What you are asked to do: All lines of the material below that include the string "rows" are to be copied.

Raw data:
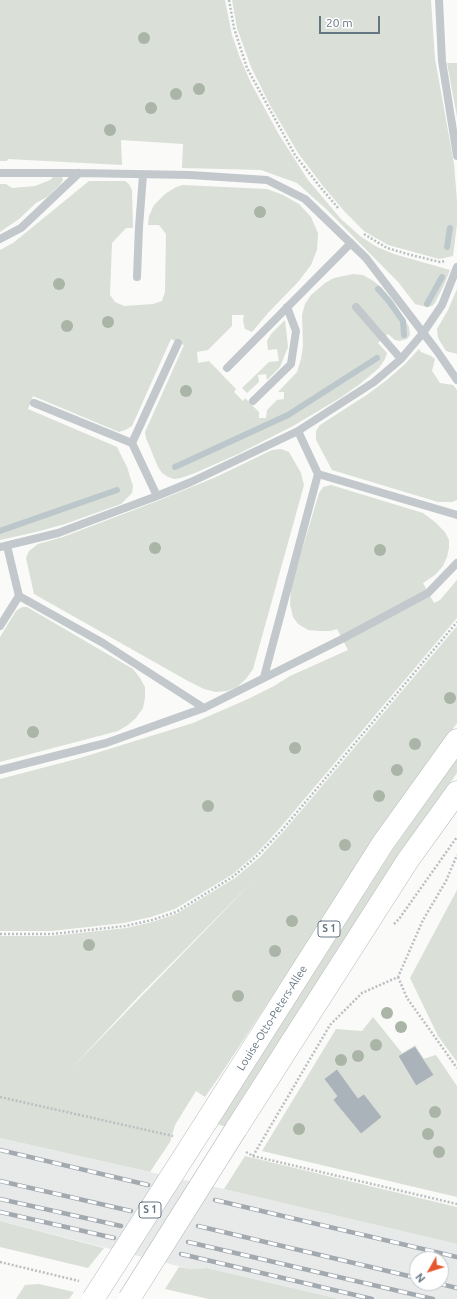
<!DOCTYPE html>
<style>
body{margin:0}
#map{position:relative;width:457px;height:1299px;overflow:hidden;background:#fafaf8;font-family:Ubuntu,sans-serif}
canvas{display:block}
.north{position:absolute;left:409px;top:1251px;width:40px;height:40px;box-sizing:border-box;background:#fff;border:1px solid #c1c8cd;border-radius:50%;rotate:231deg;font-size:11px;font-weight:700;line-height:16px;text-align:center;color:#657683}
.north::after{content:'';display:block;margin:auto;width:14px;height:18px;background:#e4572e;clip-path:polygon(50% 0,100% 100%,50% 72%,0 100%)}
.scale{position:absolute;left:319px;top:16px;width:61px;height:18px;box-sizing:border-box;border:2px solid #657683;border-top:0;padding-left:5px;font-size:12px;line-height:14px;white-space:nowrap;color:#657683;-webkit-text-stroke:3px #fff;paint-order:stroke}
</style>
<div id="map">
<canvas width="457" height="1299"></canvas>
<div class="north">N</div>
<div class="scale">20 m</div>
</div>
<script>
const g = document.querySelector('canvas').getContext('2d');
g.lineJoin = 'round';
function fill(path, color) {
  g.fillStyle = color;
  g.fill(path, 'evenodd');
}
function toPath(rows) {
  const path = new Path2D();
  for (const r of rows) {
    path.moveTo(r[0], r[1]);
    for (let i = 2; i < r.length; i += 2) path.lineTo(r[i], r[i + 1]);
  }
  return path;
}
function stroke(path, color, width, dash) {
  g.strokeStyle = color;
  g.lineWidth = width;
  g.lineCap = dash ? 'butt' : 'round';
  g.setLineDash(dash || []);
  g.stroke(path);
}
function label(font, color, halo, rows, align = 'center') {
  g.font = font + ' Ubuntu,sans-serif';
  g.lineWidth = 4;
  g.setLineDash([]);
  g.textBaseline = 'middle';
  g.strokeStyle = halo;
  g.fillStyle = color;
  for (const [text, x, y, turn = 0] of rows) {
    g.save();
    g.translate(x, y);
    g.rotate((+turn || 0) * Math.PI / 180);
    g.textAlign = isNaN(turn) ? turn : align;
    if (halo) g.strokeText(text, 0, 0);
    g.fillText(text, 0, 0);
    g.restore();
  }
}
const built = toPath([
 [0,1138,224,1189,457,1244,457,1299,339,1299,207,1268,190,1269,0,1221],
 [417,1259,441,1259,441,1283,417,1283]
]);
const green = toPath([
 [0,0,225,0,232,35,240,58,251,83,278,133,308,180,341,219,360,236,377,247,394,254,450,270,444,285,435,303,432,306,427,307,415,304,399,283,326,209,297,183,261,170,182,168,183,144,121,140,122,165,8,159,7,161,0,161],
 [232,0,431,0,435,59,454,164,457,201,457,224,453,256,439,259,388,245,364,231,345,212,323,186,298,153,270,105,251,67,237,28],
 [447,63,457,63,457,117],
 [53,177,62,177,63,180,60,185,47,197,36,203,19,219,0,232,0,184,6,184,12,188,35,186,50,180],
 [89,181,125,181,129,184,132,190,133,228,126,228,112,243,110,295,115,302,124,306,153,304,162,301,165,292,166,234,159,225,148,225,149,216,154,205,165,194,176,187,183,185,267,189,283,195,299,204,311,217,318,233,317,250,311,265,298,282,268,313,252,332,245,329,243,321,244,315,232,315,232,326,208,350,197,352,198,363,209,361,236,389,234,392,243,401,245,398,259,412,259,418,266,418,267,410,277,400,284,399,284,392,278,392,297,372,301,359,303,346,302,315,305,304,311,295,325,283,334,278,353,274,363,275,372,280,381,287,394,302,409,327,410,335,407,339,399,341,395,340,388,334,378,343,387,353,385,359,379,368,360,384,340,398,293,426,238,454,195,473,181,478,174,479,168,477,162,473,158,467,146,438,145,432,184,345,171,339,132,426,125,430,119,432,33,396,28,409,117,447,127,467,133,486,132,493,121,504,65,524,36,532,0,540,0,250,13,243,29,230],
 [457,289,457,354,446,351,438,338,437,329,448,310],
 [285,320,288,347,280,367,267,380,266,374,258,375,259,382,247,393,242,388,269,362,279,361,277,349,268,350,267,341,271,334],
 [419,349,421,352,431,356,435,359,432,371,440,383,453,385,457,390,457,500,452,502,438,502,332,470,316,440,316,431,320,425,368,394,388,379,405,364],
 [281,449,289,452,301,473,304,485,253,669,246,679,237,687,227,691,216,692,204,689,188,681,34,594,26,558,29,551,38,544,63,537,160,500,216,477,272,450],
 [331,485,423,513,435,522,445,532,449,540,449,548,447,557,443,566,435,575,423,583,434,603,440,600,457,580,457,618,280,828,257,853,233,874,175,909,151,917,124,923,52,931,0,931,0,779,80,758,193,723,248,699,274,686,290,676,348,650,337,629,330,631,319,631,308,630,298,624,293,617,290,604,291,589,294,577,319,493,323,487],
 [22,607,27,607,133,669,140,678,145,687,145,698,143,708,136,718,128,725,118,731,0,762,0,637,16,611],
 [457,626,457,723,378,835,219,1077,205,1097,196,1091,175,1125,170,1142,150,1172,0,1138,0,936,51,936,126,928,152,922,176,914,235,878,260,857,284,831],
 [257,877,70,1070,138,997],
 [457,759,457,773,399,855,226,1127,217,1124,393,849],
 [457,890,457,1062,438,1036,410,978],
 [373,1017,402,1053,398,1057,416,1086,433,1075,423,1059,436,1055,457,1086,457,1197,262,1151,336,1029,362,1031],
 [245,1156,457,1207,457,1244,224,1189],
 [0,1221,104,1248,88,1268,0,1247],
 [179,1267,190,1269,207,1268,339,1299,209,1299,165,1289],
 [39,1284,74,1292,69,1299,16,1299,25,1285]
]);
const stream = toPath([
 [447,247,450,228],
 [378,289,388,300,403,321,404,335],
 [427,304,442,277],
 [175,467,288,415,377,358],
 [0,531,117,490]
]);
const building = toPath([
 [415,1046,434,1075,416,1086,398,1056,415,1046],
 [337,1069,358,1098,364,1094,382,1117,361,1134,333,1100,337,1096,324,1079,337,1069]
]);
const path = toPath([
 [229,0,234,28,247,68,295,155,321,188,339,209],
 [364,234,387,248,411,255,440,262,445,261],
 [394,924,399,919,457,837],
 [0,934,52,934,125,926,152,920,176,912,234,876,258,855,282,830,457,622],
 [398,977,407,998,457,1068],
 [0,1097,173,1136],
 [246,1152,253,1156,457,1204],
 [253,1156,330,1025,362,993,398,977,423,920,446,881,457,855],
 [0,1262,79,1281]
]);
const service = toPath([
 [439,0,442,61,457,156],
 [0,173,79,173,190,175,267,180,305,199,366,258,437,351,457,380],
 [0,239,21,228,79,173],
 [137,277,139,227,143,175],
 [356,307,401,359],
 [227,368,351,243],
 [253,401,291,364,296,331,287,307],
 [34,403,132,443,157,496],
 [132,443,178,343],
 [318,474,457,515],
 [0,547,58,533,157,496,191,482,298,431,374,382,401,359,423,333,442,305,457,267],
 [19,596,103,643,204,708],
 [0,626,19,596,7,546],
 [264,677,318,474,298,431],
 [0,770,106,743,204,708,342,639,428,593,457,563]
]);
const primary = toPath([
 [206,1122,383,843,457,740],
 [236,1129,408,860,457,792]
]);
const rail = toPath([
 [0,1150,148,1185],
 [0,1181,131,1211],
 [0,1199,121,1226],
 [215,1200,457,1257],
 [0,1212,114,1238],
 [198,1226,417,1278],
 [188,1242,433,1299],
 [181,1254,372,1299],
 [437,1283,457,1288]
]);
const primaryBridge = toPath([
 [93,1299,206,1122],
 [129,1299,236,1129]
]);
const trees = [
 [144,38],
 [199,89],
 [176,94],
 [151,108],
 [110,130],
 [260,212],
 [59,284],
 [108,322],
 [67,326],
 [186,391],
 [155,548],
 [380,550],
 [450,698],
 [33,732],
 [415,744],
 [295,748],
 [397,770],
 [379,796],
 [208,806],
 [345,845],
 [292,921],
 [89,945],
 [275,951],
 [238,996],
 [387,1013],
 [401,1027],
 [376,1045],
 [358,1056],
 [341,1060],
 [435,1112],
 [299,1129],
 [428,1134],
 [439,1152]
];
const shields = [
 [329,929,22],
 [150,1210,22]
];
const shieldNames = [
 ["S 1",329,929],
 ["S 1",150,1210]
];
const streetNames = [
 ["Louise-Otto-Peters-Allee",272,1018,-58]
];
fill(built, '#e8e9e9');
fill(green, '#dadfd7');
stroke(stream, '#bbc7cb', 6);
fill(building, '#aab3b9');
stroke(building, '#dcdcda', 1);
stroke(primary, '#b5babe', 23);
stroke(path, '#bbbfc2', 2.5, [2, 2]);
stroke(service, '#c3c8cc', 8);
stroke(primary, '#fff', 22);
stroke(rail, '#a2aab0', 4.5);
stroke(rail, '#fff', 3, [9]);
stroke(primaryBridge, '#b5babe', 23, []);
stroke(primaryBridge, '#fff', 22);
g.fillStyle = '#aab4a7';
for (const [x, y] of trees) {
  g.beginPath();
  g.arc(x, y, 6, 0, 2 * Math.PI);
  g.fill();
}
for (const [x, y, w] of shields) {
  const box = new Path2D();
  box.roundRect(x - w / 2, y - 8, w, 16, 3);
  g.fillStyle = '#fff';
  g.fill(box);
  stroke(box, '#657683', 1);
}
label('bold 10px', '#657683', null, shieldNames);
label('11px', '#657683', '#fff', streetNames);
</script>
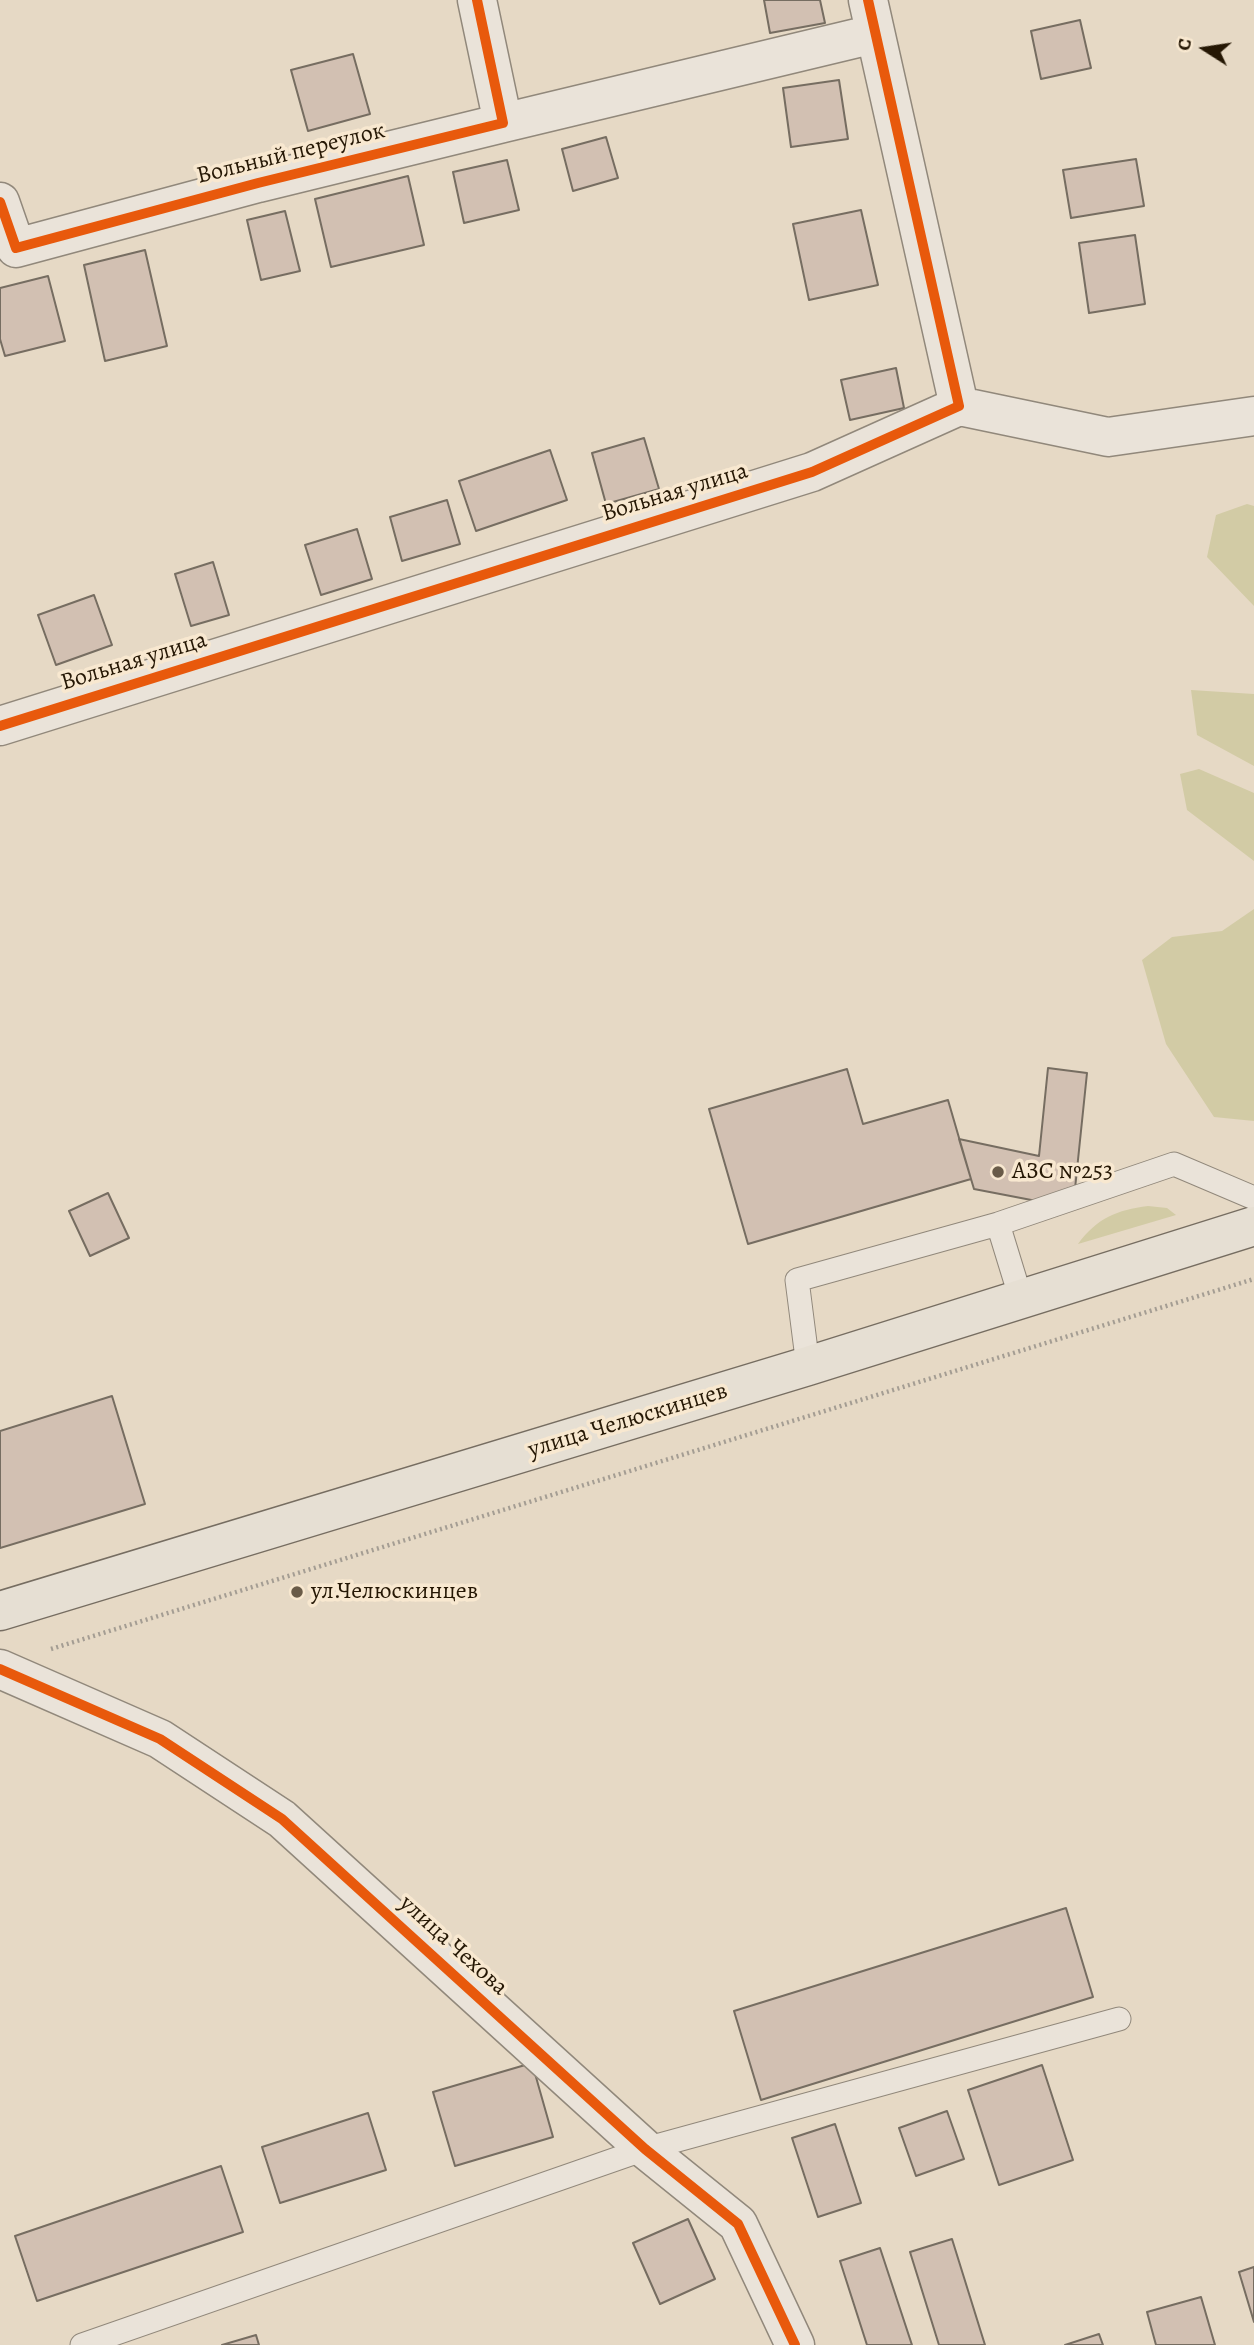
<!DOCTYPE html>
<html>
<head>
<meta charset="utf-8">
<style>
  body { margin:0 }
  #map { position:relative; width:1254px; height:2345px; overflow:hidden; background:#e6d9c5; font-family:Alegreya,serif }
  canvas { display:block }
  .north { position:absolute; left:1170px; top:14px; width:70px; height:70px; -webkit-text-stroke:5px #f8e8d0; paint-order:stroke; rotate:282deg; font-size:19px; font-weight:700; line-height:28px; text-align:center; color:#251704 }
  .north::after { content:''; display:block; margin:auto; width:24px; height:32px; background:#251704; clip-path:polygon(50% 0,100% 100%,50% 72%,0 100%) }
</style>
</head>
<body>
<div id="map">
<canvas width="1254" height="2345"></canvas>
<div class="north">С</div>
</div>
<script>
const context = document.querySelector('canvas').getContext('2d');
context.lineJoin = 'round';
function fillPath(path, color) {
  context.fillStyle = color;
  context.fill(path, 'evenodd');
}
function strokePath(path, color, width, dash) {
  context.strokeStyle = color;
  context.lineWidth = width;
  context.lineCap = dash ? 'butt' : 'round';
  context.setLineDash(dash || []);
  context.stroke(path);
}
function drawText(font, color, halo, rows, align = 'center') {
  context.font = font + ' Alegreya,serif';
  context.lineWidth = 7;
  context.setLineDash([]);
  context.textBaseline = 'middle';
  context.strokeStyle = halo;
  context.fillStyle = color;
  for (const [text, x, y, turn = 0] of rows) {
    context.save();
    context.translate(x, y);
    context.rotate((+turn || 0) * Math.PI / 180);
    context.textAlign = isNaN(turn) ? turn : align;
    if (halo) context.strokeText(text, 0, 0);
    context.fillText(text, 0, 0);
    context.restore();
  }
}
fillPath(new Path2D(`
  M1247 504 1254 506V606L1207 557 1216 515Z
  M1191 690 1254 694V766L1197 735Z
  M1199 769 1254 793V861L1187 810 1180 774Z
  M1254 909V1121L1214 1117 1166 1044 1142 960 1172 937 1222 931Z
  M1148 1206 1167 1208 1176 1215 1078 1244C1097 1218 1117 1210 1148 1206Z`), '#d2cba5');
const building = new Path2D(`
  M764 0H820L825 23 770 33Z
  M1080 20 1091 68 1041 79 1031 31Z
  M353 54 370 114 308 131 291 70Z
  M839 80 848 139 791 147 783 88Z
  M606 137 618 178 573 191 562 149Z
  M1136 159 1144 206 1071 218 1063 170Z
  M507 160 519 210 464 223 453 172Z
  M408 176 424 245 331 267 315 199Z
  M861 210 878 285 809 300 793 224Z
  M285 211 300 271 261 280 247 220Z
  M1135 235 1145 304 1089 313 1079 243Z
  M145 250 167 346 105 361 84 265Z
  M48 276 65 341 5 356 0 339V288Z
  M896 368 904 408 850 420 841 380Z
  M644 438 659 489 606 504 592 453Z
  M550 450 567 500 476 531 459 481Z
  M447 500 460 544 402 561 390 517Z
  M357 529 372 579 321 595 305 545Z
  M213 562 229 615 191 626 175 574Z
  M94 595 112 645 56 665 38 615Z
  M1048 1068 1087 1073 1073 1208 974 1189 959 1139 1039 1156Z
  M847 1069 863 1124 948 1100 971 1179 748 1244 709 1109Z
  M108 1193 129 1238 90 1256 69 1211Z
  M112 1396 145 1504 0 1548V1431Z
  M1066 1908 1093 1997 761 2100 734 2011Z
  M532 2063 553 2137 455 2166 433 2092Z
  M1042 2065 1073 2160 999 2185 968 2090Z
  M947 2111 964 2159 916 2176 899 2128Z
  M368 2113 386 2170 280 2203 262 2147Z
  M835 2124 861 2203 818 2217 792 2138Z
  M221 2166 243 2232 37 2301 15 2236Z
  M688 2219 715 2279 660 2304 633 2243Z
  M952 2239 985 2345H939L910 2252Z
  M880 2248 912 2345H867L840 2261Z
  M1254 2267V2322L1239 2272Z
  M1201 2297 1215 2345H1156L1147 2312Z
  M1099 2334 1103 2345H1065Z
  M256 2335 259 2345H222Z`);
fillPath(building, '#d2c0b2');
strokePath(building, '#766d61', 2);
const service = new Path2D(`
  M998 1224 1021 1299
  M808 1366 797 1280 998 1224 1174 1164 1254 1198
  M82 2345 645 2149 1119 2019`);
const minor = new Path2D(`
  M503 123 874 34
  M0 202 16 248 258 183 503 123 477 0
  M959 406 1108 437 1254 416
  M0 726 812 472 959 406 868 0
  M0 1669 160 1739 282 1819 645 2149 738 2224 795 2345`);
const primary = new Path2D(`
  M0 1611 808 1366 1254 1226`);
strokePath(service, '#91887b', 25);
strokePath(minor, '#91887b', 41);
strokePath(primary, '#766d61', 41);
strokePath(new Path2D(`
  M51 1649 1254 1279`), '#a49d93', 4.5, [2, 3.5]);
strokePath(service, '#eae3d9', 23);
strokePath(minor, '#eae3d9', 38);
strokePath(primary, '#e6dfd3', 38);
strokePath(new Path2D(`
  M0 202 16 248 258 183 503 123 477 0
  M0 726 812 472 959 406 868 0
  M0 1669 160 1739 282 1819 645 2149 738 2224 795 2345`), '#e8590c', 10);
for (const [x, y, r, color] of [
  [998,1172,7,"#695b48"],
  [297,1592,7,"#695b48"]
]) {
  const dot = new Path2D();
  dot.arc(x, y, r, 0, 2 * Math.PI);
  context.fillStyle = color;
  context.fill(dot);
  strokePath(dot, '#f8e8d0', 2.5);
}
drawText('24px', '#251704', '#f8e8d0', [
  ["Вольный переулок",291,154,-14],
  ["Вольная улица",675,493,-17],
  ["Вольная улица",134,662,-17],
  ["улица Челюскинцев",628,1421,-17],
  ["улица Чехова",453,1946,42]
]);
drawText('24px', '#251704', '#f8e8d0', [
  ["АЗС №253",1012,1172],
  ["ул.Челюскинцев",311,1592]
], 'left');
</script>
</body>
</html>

Your solution:
function toPath(rows) {
  for (const r of rows) {
function label(font, color, halo, rows, align = 'center') {
  for (const [text, x, y, turn = 0] of rows) {
function drawText(font, color, halo, rows, align = 'center') {
  for (const [text, x, y, turn = 0] of rows) {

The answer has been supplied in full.